## TRY IT
Each record below has to be printed verbatim.

## SUPPLIED MATERIAL
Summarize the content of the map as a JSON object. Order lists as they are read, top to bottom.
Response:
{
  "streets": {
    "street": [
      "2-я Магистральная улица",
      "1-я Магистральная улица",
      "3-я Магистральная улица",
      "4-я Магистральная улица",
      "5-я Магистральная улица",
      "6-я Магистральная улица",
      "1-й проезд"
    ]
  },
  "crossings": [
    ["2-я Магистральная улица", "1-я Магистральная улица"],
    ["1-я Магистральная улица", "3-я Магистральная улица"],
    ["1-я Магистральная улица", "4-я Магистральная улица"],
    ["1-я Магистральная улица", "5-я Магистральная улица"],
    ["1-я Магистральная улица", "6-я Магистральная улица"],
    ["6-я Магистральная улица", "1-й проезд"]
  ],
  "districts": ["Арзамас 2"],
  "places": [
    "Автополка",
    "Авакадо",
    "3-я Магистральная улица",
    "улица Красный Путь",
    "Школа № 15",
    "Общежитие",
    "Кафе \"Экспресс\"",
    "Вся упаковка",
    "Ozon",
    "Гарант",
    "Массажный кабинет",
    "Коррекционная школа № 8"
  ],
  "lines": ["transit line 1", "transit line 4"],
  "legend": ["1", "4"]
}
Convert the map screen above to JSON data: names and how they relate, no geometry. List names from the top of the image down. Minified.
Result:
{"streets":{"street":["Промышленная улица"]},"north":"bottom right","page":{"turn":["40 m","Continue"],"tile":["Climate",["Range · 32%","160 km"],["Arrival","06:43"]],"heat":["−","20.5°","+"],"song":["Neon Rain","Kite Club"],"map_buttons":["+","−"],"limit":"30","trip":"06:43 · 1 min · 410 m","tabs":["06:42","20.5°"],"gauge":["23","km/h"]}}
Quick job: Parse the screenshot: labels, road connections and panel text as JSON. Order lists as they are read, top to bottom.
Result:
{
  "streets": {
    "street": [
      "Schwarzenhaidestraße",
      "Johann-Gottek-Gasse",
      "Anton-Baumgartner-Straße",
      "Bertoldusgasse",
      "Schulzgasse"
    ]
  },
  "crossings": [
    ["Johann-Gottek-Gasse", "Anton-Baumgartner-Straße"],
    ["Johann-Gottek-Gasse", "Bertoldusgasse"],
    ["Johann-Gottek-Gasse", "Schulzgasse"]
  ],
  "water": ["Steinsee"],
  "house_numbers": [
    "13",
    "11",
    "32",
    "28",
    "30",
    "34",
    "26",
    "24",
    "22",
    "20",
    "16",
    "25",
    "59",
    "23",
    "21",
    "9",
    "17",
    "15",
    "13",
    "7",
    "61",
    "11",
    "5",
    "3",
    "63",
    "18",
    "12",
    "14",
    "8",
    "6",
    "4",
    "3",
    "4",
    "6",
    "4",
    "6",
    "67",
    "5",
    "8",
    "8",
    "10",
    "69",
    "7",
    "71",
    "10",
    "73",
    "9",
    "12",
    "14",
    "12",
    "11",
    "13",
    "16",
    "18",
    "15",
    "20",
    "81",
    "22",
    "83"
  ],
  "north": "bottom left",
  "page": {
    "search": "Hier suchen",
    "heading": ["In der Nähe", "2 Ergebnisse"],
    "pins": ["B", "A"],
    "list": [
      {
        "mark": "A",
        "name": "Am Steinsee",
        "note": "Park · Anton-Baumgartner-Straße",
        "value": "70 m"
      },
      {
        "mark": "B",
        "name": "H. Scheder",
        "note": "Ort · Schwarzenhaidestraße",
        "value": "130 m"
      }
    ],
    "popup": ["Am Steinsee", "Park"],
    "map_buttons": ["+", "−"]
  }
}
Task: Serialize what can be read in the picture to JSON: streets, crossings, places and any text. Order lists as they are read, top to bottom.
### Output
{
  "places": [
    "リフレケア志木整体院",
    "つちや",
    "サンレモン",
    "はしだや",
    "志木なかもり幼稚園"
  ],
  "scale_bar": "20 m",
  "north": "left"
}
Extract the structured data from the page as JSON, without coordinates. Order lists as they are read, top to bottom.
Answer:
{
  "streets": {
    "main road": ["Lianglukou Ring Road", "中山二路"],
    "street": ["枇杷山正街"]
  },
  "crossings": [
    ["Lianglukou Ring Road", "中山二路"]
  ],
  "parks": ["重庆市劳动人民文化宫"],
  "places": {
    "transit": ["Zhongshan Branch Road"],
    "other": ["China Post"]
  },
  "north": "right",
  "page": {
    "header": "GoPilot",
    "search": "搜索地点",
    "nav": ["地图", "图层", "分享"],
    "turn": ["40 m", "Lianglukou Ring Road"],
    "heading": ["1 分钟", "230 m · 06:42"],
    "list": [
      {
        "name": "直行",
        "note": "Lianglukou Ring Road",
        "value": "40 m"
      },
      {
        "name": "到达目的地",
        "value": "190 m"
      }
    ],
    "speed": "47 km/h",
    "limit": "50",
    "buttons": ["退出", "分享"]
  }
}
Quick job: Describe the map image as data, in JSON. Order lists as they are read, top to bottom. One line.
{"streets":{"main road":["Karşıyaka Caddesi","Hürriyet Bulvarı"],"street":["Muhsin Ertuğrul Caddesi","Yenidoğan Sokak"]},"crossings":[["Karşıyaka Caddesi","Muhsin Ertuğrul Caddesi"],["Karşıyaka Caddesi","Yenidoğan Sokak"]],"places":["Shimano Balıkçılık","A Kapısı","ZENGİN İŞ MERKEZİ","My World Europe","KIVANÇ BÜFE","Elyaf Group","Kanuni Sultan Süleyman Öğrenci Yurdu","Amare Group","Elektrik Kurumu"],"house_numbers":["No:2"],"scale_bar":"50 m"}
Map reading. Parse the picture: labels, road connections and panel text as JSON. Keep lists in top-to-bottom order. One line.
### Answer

## RESPONSE TO THE EXERCISE
Summarize the content of the map as a JSON object. Order lists as they are read, top to bottom.
Response:
{
  "streets": {
    "street": [
      "2-я Магистральная улица",
      "1-я Магистральная улица",
      "3-я Магистральная улица",
      "4-я Магистральная улица",
      "5-я Магистральная улица",
      "6-я Магистральная улица",
      "1-й проезд"
    ]
  },
  "crossings": [
    ["2-я Магистральная улица", "1-я Магистральная улица"],
    ["1-я Магистральная улица", "3-я Магистральная улица"],
    ["1-я Магистральная улица", "4-я Магистральная улица"],
    ["1-я Магистральная улица", "5-я Магистральная улица"],
    ["1-я Магистральная улица", "6-я Магистральная улица"],
    ["6-я Магистральная улица", "1-й проезд"]
  ],
  "districts": ["Арзамас 2"],
  "places": [
    "Автополка",
    "Авакадо",
    "3-я Магистральная улица",
    "улица Красный Путь",
    "Школа № 15",
    "Общежитие",
    "Кафе \"Экспресс\"",
    "Вся упаковка",
    "Ozon",
    "Гарант",
    "Массажный кабинет",
    "Коррекционная школа № 8"
  ],
  "lines": ["transit line 1", "transit line 4"],
  "legend": ["1", "4"]
}
Convert the map screen above to JSON data: names and how they relate, no geometry. List names from the top of the image down. Minified.
Result:
{"streets":{"street":["Промышленная улица"]},"north":"bottom right","page":{"turn":["40 m","Continue"],"tile":["Climate",["Range · 32%","160 km"],["Arrival","06:43"]],"heat":["−","20.5°","+"],"song":["Neon Rain","Kite Club"],"map_buttons":["+","−"],"limit":"30","trip":"06:43 · 1 min · 410 m","tabs":["06:42","20.5°"],"gauge":["23","km/h"]}}
Quick job: Parse the screenshot: labels, road connections and panel text as JSON. Order lists as they are read, top to bottom.
Result:
{
  "streets": {
    "street": [
      "Schwarzenhaidestraße",
      "Johann-Gottek-Gasse",
      "Anton-Baumgartner-Straße",
      "Bertoldusgasse",
      "Schulzgasse"
    ]
  },
  "crossings": [
    ["Johann-Gottek-Gasse", "Anton-Baumgartner-Straße"],
    ["Johann-Gottek-Gasse", "Bertoldusgasse"],
    ["Johann-Gottek-Gasse", "Schulzgasse"]
  ],
  "water": ["Steinsee"],
  "house_numbers": [
    "13",
    "11",
    "32",
    "28",
    "30",
    "34",
    "26",
    "24",
    "22",
    "20",
    "16",
    "25",
    "59",
    "23",
    "21",
    "9",
    "17",
    "15",
    "13",
    "7",
    "61",
    "11",
    "5",
    "3",
    "63",
    "18",
    "12",
    "14",
    "8",
    "6",
    "4",
    "3",
    "4",
    "6",
    "4",
    "6",
    "67",
    "5",
    "8",
    "8",
    "10",
    "69",
    "7",
    "71",
    "10",
    "73",
    "9",
    "12",
    "14",
    "12",
    "11",
    "13",
    "16",
    "18",
    "15",
    "20",
    "81",
    "22",
    "83"
  ],
  "north": "bottom left",
  "page": {
    "search": "Hier suchen",
    "heading": ["In der Nähe", "2 Ergebnisse"],
    "pins": ["B", "A"],
    "list": [
      {
        "mark": "A",
        "name": "Am Steinsee",
        "note": "Park · Anton-Baumgartner-Straße",
        "value": "70 m"
      },
      {
        "mark": "B",
        "name": "H. Scheder",
        "note": "Ort · Schwarzenhaidestraße",
        "value": "130 m"
      }
    ],
    "popup": ["Am Steinsee", "Park"],
    "map_buttons": ["+", "−"]
  }
}
Task: Serialize what can be read in the picture to JSON: streets, crossings, places and any text. Order lists as they are read, top to bottom.
### Output
{
  "places": [
    "リフレケア志木整体院",
    "つちや",
    "サンレモン",
    "はしだや",
    "志木なかもり幼稚園"
  ],
  "scale_bar": "20 m",
  "north": "left"
}
Extract the structured data from the page as JSON, without coordinates. Order lists as they are read, top to bottom.
Answer:
{
  "streets": {
    "main road": ["Lianglukou Ring Road", "中山二路"],
    "street": ["枇杷山正街"]
  },
  "crossings": [
    ["Lianglukou Ring Road", "中山二路"]
  ],
  "parks": ["重庆市劳动人民文化宫"],
  "places": {
    "transit": ["Zhongshan Branch Road"],
    "other": ["China Post"]
  },
  "north": "right",
  "page": {
    "header": "GoPilot",
    "search": "搜索地点",
    "nav": ["地图", "图层", "分享"],
    "turn": ["40 m", "Lianglukou Ring Road"],
    "heading": ["1 分钟", "230 m · 06:42"],
    "list": [
      {
        "name": "直行",
        "note": "Lianglukou Ring Road",
        "value": "40 m"
      },
      {
        "name": "到达目的地",
        "value": "190 m"
      }
    ],
    "speed": "47 km/h",
    "limit": "50",
    "buttons": ["退出", "分享"]
  }
}
Quick job: Describe the map image as data, in JSON. Order lists as they are read, top to bottom. One line.
{"streets":{"main road":["Karşıyaka Caddesi","Hürriyet Bulvarı"],"street":["Muhsin Ertuğrul Caddesi","Yenidoğan Sokak"]},"crossings":[["Karşıyaka Caddesi","Muhsin Ertuğrul Caddesi"],["Karşıyaka Caddesi","Yenidoğan Sokak"]],"places":["Shimano Balıkçılık","A Kapısı","ZENGİN İŞ MERKEZİ","My World Europe","KIVANÇ BÜFE","Elyaf Group","Kanuni Sultan Süleyman Öğrenci Yurdu","Amare Group","Elektrik Kurumu"],"house_numbers":["No:2"],"scale_bar":"50 m"}
Map reading. Parse the picture: labels, road connections and panel text as JSON. Keep lists in top-to-bottom order. One line.
### Answer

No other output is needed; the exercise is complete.